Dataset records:
++++++

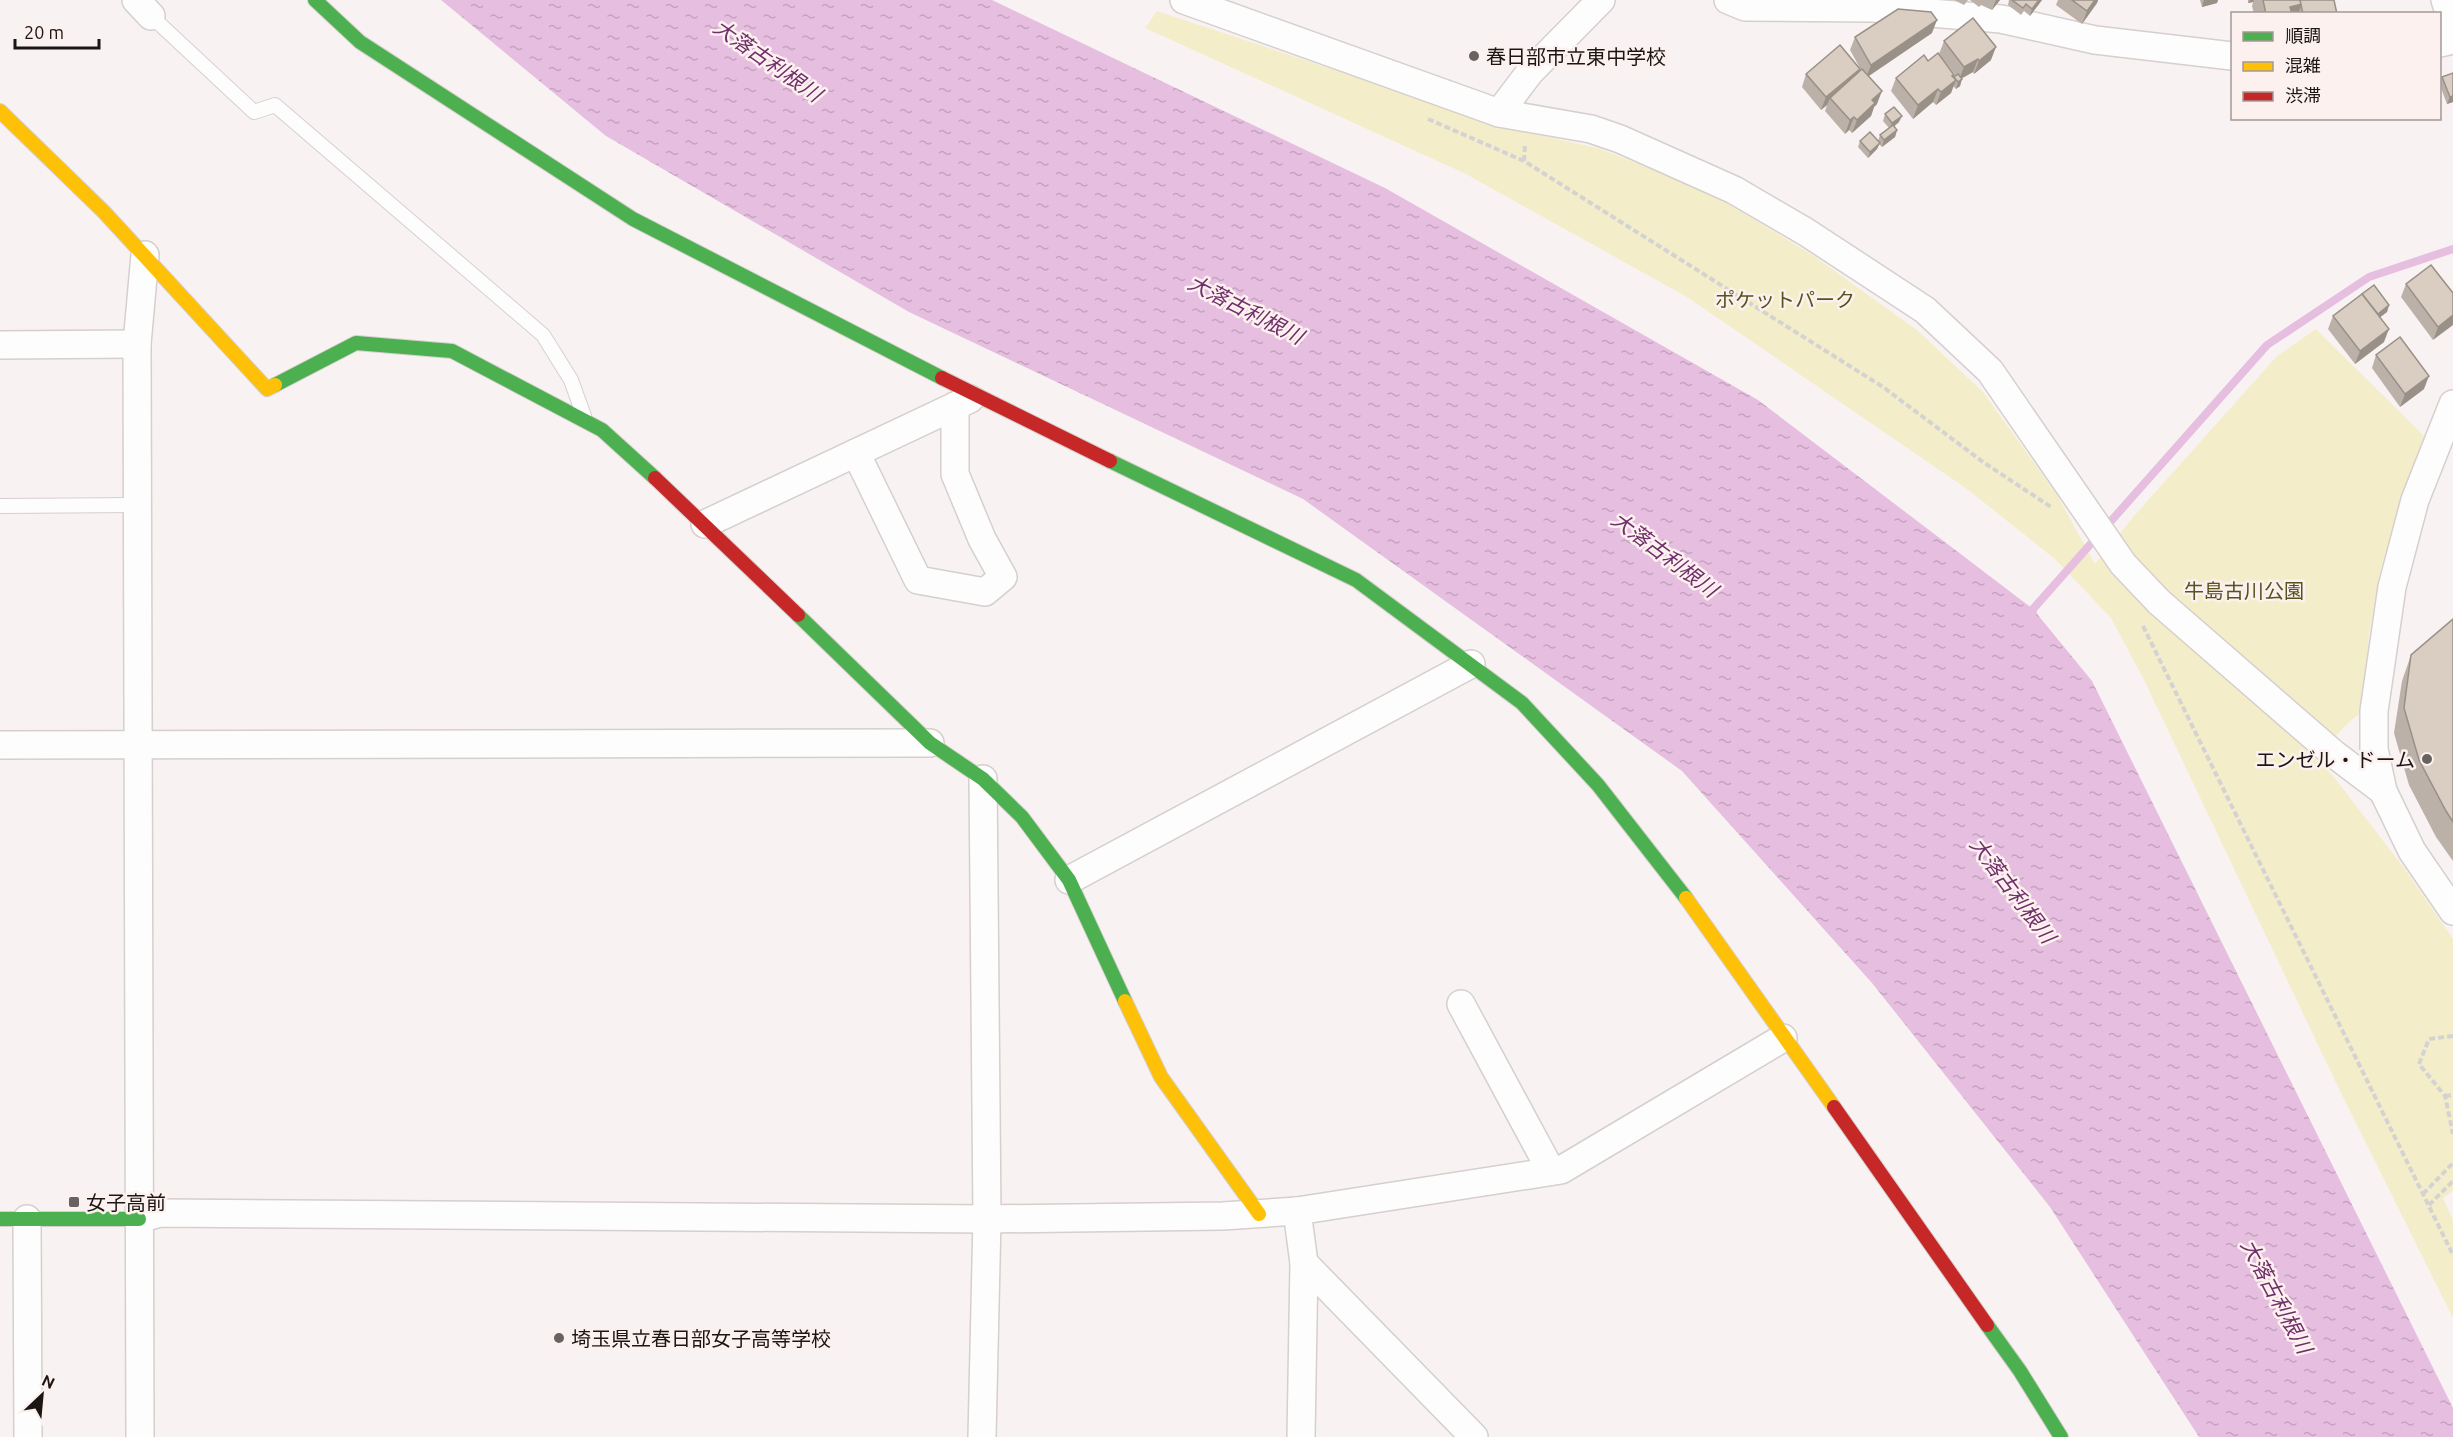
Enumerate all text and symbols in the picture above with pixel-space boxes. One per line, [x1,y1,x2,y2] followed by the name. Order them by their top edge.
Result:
[15,12,99,50] scale bar
[2231,12,2441,120] legend
[710,14,828,107] water label: 大落古利根川
[24,22,64,42] text: 20 m
[2285,25,2321,45] text: 順調
[1486,45,1666,68] place label: 春日部市立東中学校
[1467,49,1481,63] marker: 春日部市立東中学校
[2285,55,2321,75] text: 混雑
[2285,85,2321,105] text: 渋滞
[1184,270,1309,349] water label: 大落古利根川
[1715,288,1855,311] park label: ポケットパーク
[1607,507,1724,603] water label: 大落古利根川
[2184,579,2304,602] park label: 牛島古川公園
[2256,748,2415,771] place label: エンゼル・ドーム
[2420,752,2434,766] marker: エンゼル・ドーム
[1966,832,2062,949] water label: 大落古利根川
[86,1191,166,1214] place label: 女子高前
[67,1195,81,1209] marker: 女子高前
[2237,1235,2318,1359] water label: 大落古利根川
[571,1327,831,1350] place label: 埼玉県立春日部女子高等学校
[552,1331,566,1345] marker: 埼玉県立春日部女子高等学校
[12,1365,72,1425] north arrow
[39,1371,58,1392] text: N

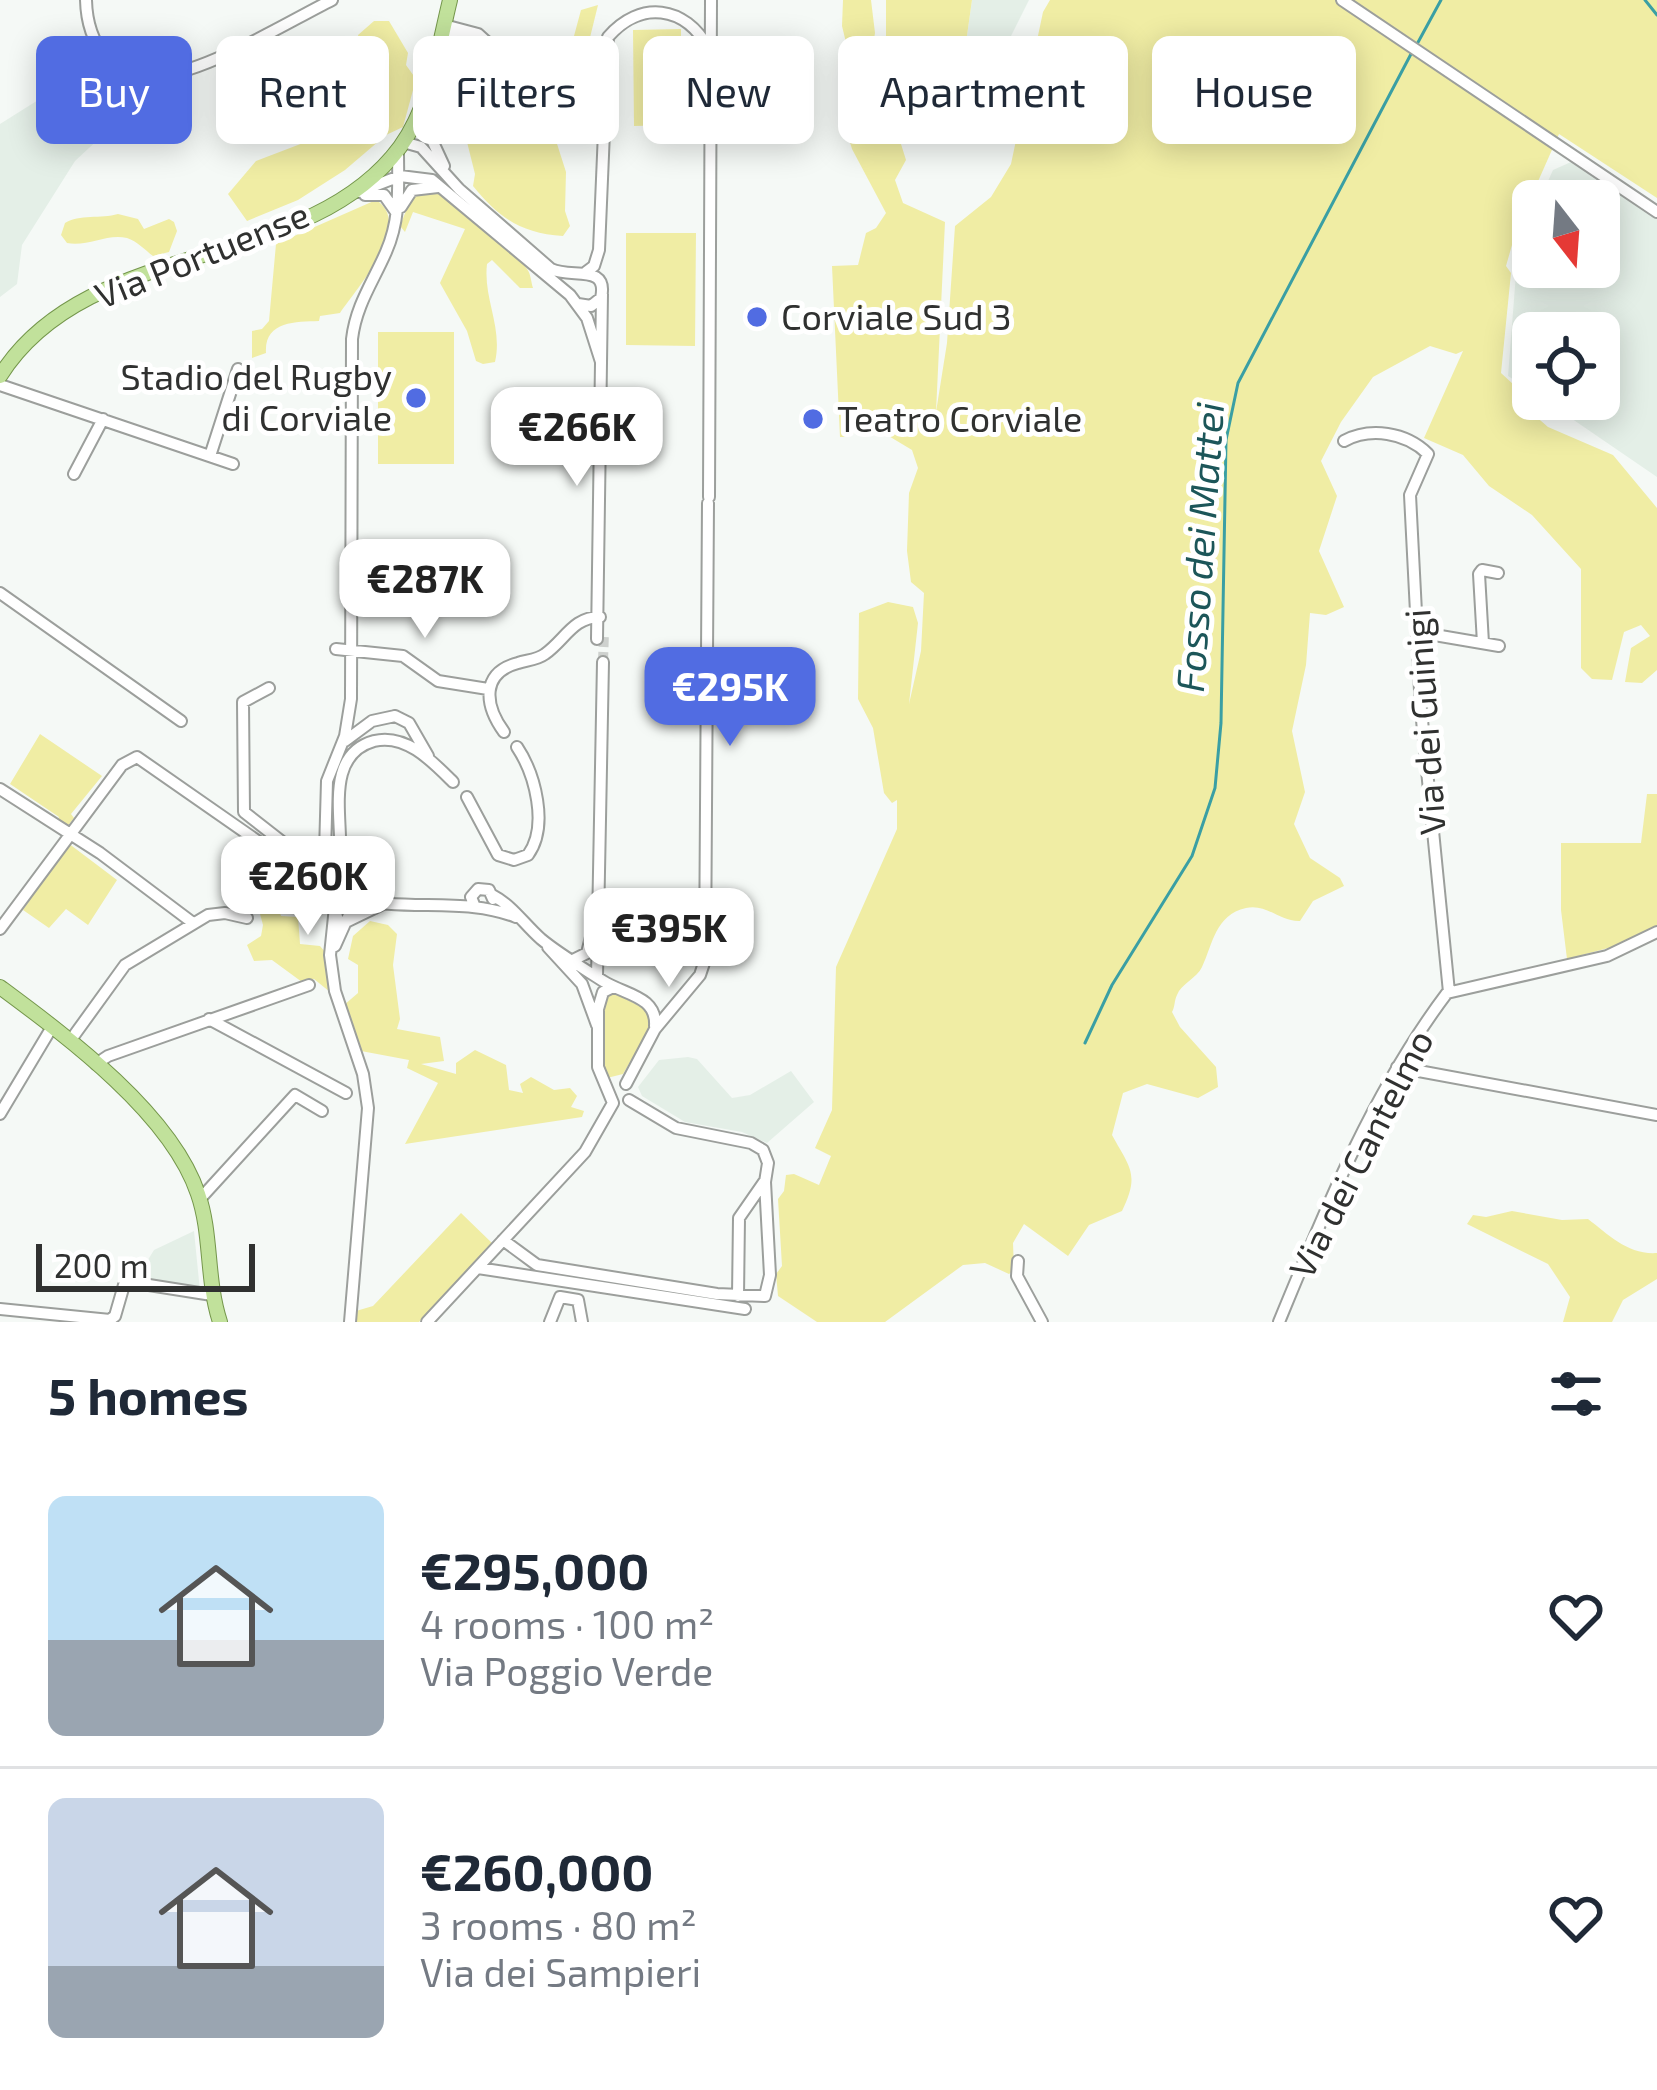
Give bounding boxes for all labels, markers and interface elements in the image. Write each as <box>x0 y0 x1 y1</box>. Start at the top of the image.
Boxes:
chip: Buy <box>36 36 192 144</box>
chip: Rent <box>216 36 389 144</box>
chip: Filters <box>413 36 619 144</box>
chip: New <box>643 36 814 144</box>
chip: Apartment <box>838 36 1128 144</box>
chip: House <box>1152 36 1356 144</box>
north arrow <box>1512 180 1620 288</box>
map controls <box>1512 180 1620 420</box>
street label: Via Portuense <box>88 191 315 316</box>
place label: Corviale Sud 3 <box>781 294 1012 337</box>
marker: Corviale Sud 3 <box>744 304 770 330</box>
button: locate <box>1512 312 1620 420</box>
place label: Stadio del Rugby di Corviale <box>120 354 392 438</box>
marker: Stadio del Rugby di Corviale <box>403 385 429 411</box>
pin: €266K <box>493 387 661 489</box>
place label: Teatro Corviale <box>837 396 1082 439</box>
water label: Fosso dei Mattei <box>1165 400 1232 693</box>
text: €266K <box>518 402 636 449</box>
marker: Teatro Corviale <box>800 406 826 432</box>
pin: €287K <box>341 539 509 641</box>
text: €287K <box>366 554 484 601</box>
street label: Via dei Guinigi <box>1394 608 1453 837</box>
pin: €295K <box>646 647 814 749</box>
text: €295K <box>672 662 788 709</box>
pin: €260K <box>224 836 392 938</box>
text: €260K <box>248 851 368 898</box>
pin: €395K <box>585 888 753 990</box>
text: €395K <box>611 903 727 950</box>
street label: Via dei Cantelmo <box>1279 1022 1441 1284</box>
scale bar <box>36 1238 255 1291</box>
text: 200 m <box>54 1245 149 1285</box>
icon: filters <box>1543 1361 1609 1427</box>
text: 5 homes <box>48 1364 249 1425</box>
text: €295,000 <box>420 1539 650 1600</box>
icon: home <box>144 1544 288 1688</box>
icon: heart <box>1543 1583 1609 1649</box>
text: 4 rooms · 100 m² <box>420 1600 714 1647</box>
text: Via Poggio Verde <box>420 1647 713 1694</box>
text: €260,000 <box>420 1840 654 1901</box>
icon: home <box>144 1846 288 1990</box>
icon: heart <box>1543 1885 1609 1951</box>
text: 3 rooms · 80 m² <box>420 1901 697 1948</box>
text: Via dei Sampieri <box>420 1948 701 1995</box>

++++++

_What you are asked to do_
An exact copy of every record above is required, with all pictures omitted.

_Reply_
Enumerate all text and symbols in the picture above with pixel-space boxes. One per line, [x1,y1,x2,y2] followed by the name. Order them by their top edge.
Result:
[15,12,99,50] scale bar
[2231,12,2441,120] legend
[710,14,828,107] water label: 大落古利根川
[24,22,64,42] text: 20 m
[2285,25,2321,45] text: 順調
[1486,45,1666,68] place label: 春日部市立東中学校
[1467,49,1481,63] marker: 春日部市立東中学校
[2285,55,2321,75] text: 混雑
[2285,85,2321,105] text: 渋滞
[1184,270,1309,349] water label: 大落古利根川
[1715,288,1855,311] park label: ポケットパーク
[1607,507,1724,603] water label: 大落古利根川
[2184,579,2304,602] park label: 牛島古川公園
[2256,748,2415,771] place label: エンゼル・ドーム
[2420,752,2434,766] marker: エンゼル・ドーム
[1966,832,2062,949] water label: 大落古利根川
[86,1191,166,1214] place label: 女子高前
[67,1195,81,1209] marker: 女子高前
[2237,1235,2318,1359] water label: 大落古利根川
[571,1327,831,1350] place label: 埼玉県立春日部女子高等学校
[552,1331,566,1345] marker: 埼玉県立春日部女子高等学校
[12,1365,72,1425] north arrow
[39,1371,58,1392] text: N

Give bounding boxes for all labels, markers and interface elements in the image. Write each as <box>x0 y0 x1 y1</box>. Start at the top of the image.
Boxes:
chip: Buy <box>36 36 192 144</box>
chip: Rent <box>216 36 389 144</box>
chip: Filters <box>413 36 619 144</box>
chip: New <box>643 36 814 144</box>
chip: Apartment <box>838 36 1128 144</box>
chip: House <box>1152 36 1356 144</box>
north arrow <box>1512 180 1620 288</box>
map controls <box>1512 180 1620 420</box>
street label: Via Portuense <box>88 191 315 316</box>
place label: Corviale Sud 3 <box>781 294 1012 337</box>
marker: Corviale Sud 3 <box>744 304 770 330</box>
button: locate <box>1512 312 1620 420</box>
place label: Stadio del Rugby di Corviale <box>120 354 392 438</box>
marker: Stadio del Rugby di Corviale <box>403 385 429 411</box>
pin: €266K <box>493 387 661 489</box>
place label: Teatro Corviale <box>837 396 1082 439</box>
water label: Fosso dei Mattei <box>1165 400 1232 693</box>
text: €266K <box>518 402 636 449</box>
marker: Teatro Corviale <box>800 406 826 432</box>
pin: €287K <box>341 539 509 641</box>
text: €287K <box>366 554 484 601</box>
street label: Via dei Guinigi <box>1394 608 1453 837</box>
pin: €295K <box>646 647 814 749</box>
text: €295K <box>672 662 788 709</box>
pin: €260K <box>224 836 392 938</box>
text: €260K <box>248 851 368 898</box>
pin: €395K <box>585 888 753 990</box>
text: €395K <box>611 903 727 950</box>
street label: Via dei Cantelmo <box>1279 1022 1441 1284</box>
scale bar <box>36 1238 255 1291</box>
text: 200 m <box>54 1245 149 1285</box>
icon: filters <box>1543 1361 1609 1427</box>
text: 5 homes <box>48 1364 249 1425</box>
text: €295,000 <box>420 1539 650 1600</box>
icon: home <box>144 1544 288 1688</box>
icon: heart <box>1543 1583 1609 1649</box>
text: 4 rooms · 100 m² <box>420 1600 714 1647</box>
text: Via Poggio Verde <box>420 1647 713 1694</box>
text: €260,000 <box>420 1840 654 1901</box>
icon: home <box>144 1846 288 1990</box>
icon: heart <box>1543 1885 1609 1951</box>
text: 3 rooms · 80 m² <box>420 1901 697 1948</box>
text: Via dei Sampieri <box>420 1948 701 1995</box>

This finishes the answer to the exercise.